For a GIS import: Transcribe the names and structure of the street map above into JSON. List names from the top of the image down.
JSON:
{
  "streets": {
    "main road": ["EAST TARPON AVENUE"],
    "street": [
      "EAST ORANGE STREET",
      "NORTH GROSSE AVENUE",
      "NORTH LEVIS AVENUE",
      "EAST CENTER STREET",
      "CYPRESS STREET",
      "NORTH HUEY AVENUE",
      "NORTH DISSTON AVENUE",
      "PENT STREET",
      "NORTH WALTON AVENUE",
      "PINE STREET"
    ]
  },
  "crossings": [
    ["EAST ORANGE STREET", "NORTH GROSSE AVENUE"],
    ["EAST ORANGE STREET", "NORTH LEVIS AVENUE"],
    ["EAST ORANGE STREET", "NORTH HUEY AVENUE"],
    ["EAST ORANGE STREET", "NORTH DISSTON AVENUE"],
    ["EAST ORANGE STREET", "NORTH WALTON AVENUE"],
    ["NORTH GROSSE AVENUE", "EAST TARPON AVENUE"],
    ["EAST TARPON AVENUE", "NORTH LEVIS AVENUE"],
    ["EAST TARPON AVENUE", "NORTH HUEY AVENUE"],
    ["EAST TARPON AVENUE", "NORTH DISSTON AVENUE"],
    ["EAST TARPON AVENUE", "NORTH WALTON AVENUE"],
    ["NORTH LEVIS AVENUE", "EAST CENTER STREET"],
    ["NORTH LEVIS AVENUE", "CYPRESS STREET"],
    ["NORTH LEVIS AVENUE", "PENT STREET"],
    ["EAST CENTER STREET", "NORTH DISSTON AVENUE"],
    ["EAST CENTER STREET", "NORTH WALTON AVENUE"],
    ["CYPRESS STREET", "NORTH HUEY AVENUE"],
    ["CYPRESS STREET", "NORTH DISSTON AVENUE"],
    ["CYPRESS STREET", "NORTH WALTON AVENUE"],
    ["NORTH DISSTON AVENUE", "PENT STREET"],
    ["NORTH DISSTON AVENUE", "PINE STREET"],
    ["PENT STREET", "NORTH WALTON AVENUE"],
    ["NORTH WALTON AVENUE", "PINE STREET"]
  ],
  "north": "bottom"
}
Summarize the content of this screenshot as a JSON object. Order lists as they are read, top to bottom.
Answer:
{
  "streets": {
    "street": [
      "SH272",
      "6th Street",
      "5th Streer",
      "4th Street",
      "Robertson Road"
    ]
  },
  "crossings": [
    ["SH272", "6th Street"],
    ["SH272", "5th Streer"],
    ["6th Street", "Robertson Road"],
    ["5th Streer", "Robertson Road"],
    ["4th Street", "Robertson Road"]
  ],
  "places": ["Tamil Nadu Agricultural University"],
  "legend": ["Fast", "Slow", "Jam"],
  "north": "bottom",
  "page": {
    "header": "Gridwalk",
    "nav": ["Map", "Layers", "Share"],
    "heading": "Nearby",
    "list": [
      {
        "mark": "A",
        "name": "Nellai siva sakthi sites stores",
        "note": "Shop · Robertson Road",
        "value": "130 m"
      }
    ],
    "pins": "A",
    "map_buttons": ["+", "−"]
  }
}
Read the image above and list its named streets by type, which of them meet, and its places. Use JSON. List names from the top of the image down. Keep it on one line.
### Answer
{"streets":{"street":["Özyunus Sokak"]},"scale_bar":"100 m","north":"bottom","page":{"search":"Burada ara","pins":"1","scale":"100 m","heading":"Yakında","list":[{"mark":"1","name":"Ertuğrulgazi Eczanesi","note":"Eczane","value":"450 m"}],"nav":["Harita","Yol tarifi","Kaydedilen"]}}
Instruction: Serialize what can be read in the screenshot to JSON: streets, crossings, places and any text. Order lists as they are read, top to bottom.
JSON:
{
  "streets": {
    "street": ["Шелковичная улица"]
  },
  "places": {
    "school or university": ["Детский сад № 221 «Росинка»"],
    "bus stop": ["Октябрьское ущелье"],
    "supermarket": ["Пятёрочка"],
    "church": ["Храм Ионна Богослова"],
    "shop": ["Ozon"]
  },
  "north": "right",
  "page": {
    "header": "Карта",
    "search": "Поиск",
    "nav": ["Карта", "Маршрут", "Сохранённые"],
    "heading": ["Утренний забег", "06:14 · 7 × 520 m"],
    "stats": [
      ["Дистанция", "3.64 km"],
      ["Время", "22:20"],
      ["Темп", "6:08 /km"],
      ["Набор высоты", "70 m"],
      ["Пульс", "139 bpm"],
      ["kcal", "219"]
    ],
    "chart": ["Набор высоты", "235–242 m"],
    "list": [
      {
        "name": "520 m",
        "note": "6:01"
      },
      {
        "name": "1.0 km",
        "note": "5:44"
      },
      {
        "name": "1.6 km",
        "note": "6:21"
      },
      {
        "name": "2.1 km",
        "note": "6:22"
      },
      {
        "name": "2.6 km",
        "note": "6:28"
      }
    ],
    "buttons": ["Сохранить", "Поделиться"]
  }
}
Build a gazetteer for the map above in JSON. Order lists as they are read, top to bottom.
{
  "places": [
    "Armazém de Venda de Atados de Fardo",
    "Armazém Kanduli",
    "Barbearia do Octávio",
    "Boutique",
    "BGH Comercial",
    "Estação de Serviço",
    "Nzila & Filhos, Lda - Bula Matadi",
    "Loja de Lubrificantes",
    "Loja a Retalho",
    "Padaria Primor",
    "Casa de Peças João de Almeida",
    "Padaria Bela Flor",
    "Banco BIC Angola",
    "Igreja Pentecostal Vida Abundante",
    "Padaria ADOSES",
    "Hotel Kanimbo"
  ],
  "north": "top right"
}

**What is required:** Find the string "PINE" in the listing and return every line that holds it.

**Answer to the exercise:**
      "PINE STREET"
    ["NORTH DISSTON AVENUE", "PINE STREET"],
    ["NORTH WALTON AVENUE", "PINE STREET"]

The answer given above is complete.